■ **GOAL OF THE EXERCISE**
Your answer must consist of the records exactly as given, with no pictures included.

*** Opening of GIVEN DATA ***

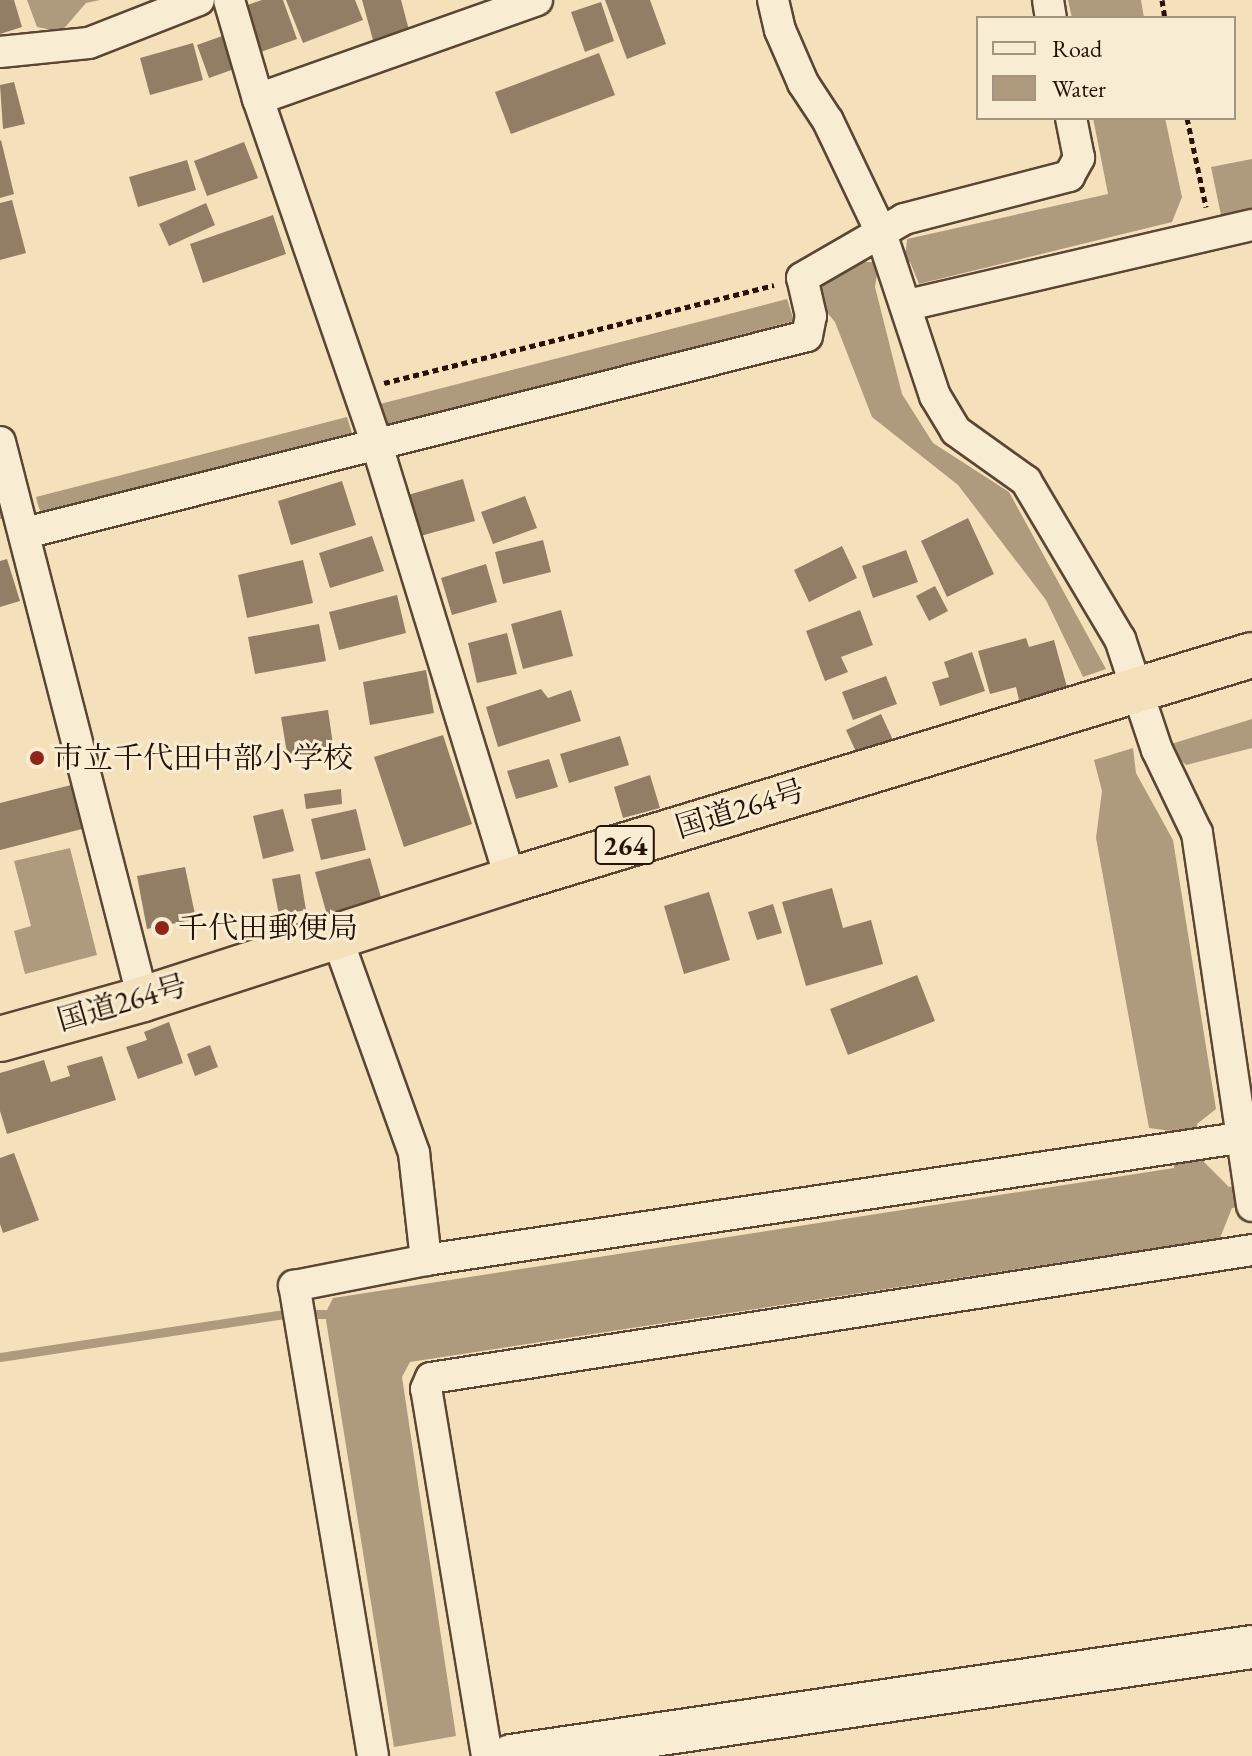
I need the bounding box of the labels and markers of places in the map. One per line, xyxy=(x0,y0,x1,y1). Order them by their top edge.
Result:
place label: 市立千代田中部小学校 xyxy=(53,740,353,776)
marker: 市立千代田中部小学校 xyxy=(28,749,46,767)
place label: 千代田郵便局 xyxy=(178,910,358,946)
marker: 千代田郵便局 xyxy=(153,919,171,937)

*** Close of GIVEN DATA ***

■ **WRITTEN REPLY**
I need the bounding box of the labels and markers of places in the map. One per line, xyxy=(x0,y0,x1,y1). Order them by their top edge.
Result:
place label: 市立千代田中部小学校 xyxy=(53,740,353,776)
marker: 市立千代田中部小学校 xyxy=(28,749,46,767)
place label: 千代田郵便局 xyxy=(178,910,358,946)
marker: 千代田郵便局 xyxy=(153,919,171,937)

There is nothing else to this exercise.